Artist's rendition of the sinking of the General Butler.

       The discovery of the General Butler in 1980 by divers offered archaeologists great insight into the design of sailing canal boats. In fact, prior to its discovery, historians debated whether or not sailing canal boats were even used on the lake (ibid, 157). The General Butler was actually the second sailing canal boat discovered in the lake, but the first one was misidentified. Upon closer inspection, divers correctly identified the boat as a sailing canal boat. The General Butler’s design was characteristic of sailing canal boats. Its hull was long and narrow to maximize cargo space and fit through the Champlain Canal and had a retractable centerboard and rigging for sailing on the lake (ibid, 4).

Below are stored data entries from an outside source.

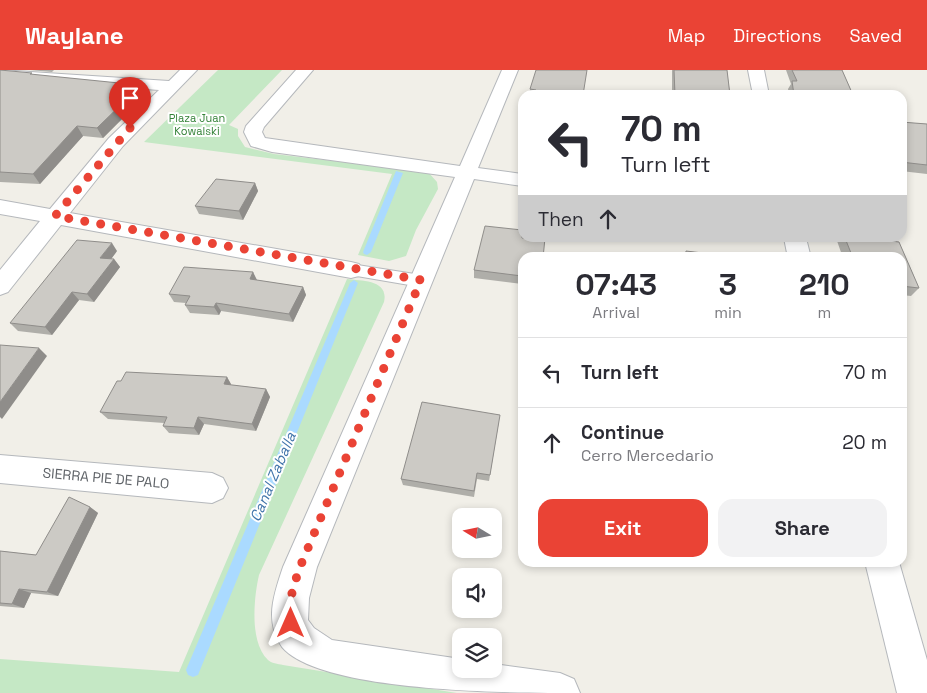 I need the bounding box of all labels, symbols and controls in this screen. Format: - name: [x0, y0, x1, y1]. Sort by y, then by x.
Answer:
- text: Waylane: [25, 20, 124, 51]
- text: Map: [668, 24, 705, 47]
- text: Directions: [733, 24, 822, 47]
- text: Saved: [850, 24, 902, 47]
- pin: [109, 77, 151, 128]
- icon: arrive: [116, 84, 144, 112]
- text: 70 m: [621, 107, 702, 151]
- icon: left: [538, 110, 603, 175]
- park label: Plaza Juan Kowalski: [169, 111, 225, 138]
- text: Turn left: [621, 150, 711, 178]
- icon: ahead: [594, 205, 622, 233]
- text: Then: [538, 207, 584, 232]
- text: 07:43: [575, 265, 657, 304]
- text: 3: [719, 265, 737, 304]
- text: 210: [799, 265, 850, 304]
- text: Arrival: [592, 302, 640, 323]
- text: min: [714, 302, 742, 323]
- text: m: [817, 302, 831, 323]
- icon: left: [538, 359, 566, 387]
- text: Turn left: [581, 360, 659, 385]
- text: 70 m: [843, 360, 887, 385]
- text: Continue: [581, 420, 664, 445]
- water label: Canal Zaballa: [245, 429, 300, 524]
- icon: ahead: [538, 429, 566, 457]
- text: 20 m: [842, 430, 887, 455]
- text: Cerro Mercedario: [581, 445, 714, 466]
- street label: SIERRA PIE DE PALO: [42, 463, 170, 493]
- button: Exit: [538, 499, 708, 557]
- button: Share: [718, 499, 887, 557]
- north arrow: [452, 508, 502, 558]
- map controls: [452, 508, 502, 678]
- button: sound: [452, 568, 502, 618]
- position arrow: [264, 596, 316, 648]
- button: layers: [452, 628, 502, 678] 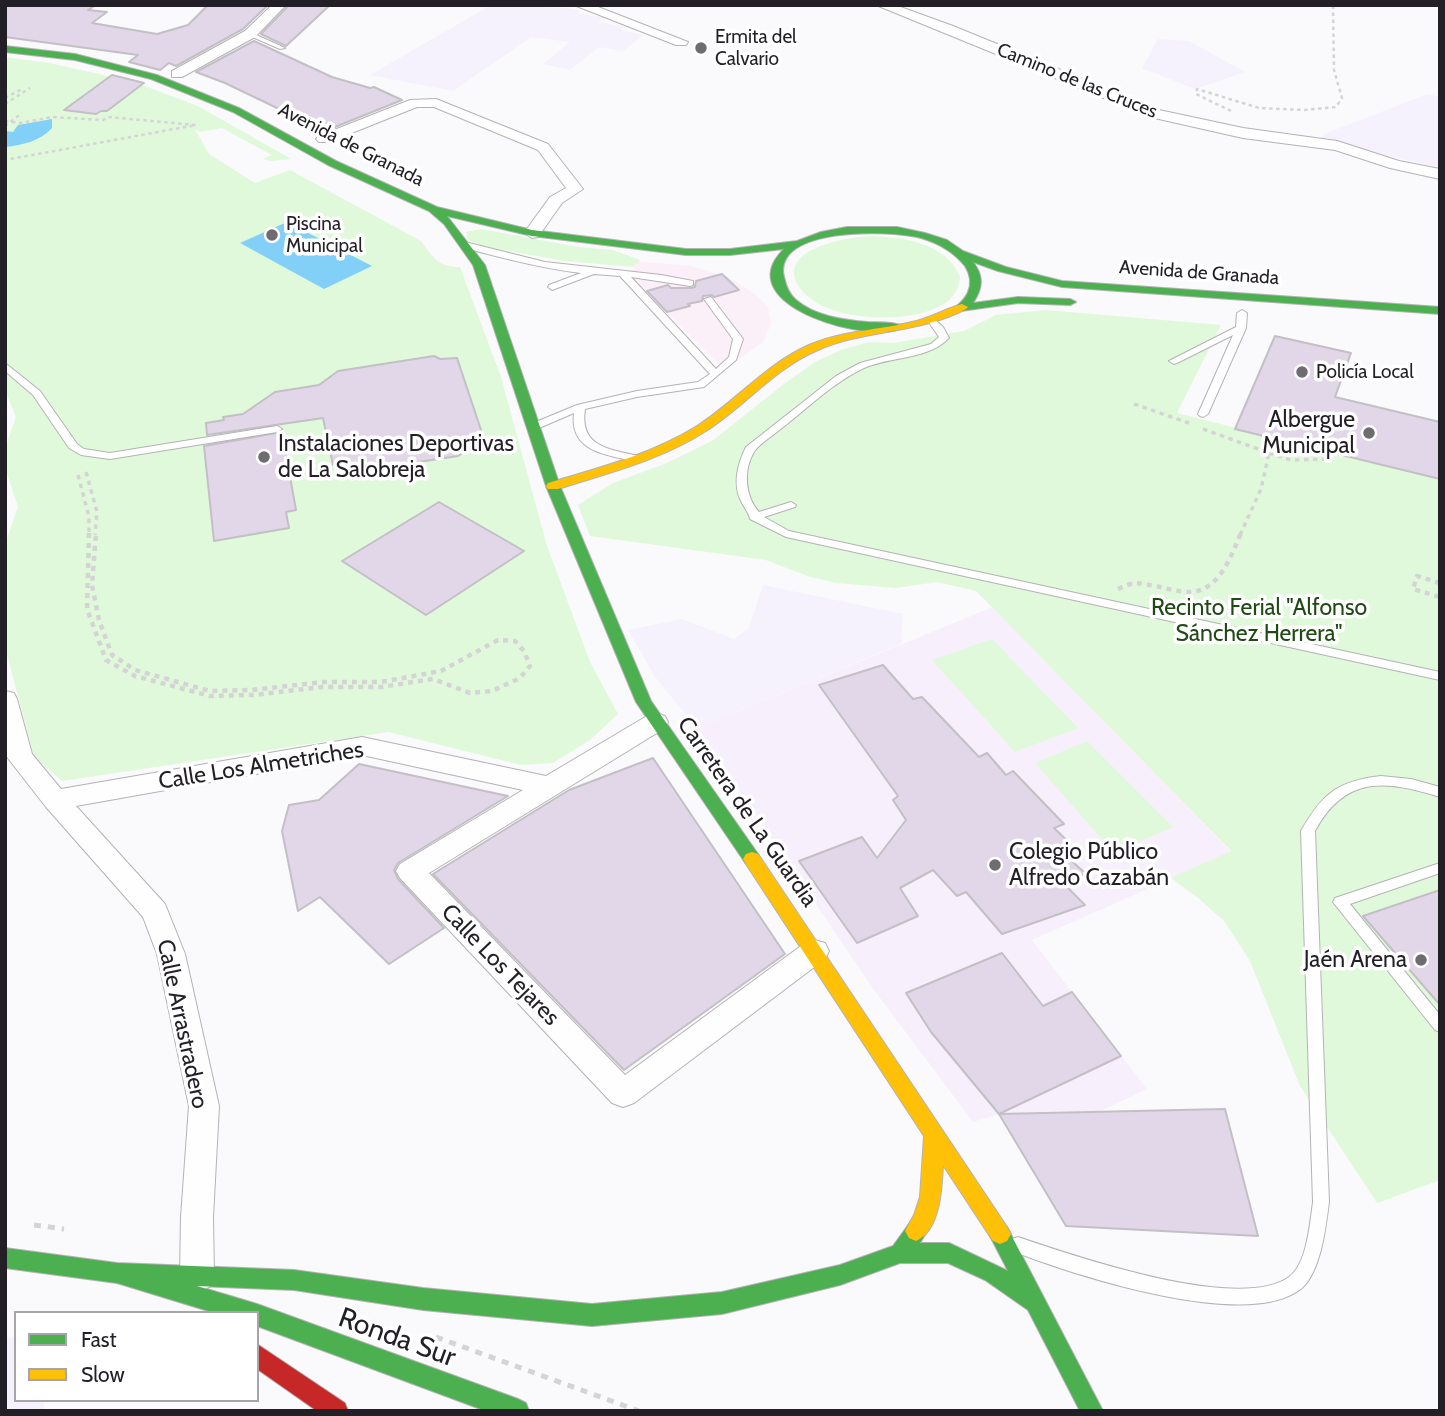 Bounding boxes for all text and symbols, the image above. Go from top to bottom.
place label: Ermita del Calvario [715,26,797,70]
street label: Camino de las Cruces [994,38,1160,124]
marker: Ermita del Calvario [693,40,709,56]
street label: Avenida de Granada [274,98,428,192]
place label: Piscina Municipal [286,213,363,257]
marker: Piscina Municipal [264,227,280,243]
street label: Avenida de Granada [1118,256,1280,290]
place label: Policía Local [1316,361,1414,383]
marker: Policía Local [1294,364,1310,380]
place label: Albergue Municipal [1262,406,1355,460]
marker: Albergue Municipal [1361,425,1377,441]
place label: Instalaciones Deportivas de La Salobreja [278,430,514,484]
marker: Instalaciones Deportivas de La Salobreja [256,449,272,465]
park label: Recinto Ferial "Alfonso Sánchez Herrera" [1151,594,1367,648]
street label: Carretera de La Guardia [671,712,823,912]
street label: Calle Los Almetriches [157,736,365,796]
place label: Colegio Público Alfredo Cazabán [1009,838,1169,892]
marker: Colegio Público Alfredo Cazabán [987,857,1003,873]
street label: Calle Los Tejares [435,899,565,1031]
street label: Calle Arrastradero [151,937,213,1111]
place label: Jaén Arena [1304,946,1407,974]
marker: Jaén Arena [1413,952,1429,968]
street label: Ronda Sur [334,1301,460,1375]
legend [14,1311,259,1402]
text: Fast [81,1327,117,1352]
text: Slow [81,1362,125,1387]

       Sailing canal boats significantly contributed to the population of the Adirondacks in the 19th century. Settlers were barely attracted to the region due to a lack of economic incentive and the hostile climate and natives. The sailing canal boat offered dependable and cheap transportation of commercial goods from and through Lake Champlain. This economic development set firm roots for a lasting population in the Adirondacks. While environmentalists could argue that this exploitation of resources in the region forever tainted the wilderness, the harvesting of forest and mineral resources may have catalyzed the establishment of the Adirondack Park.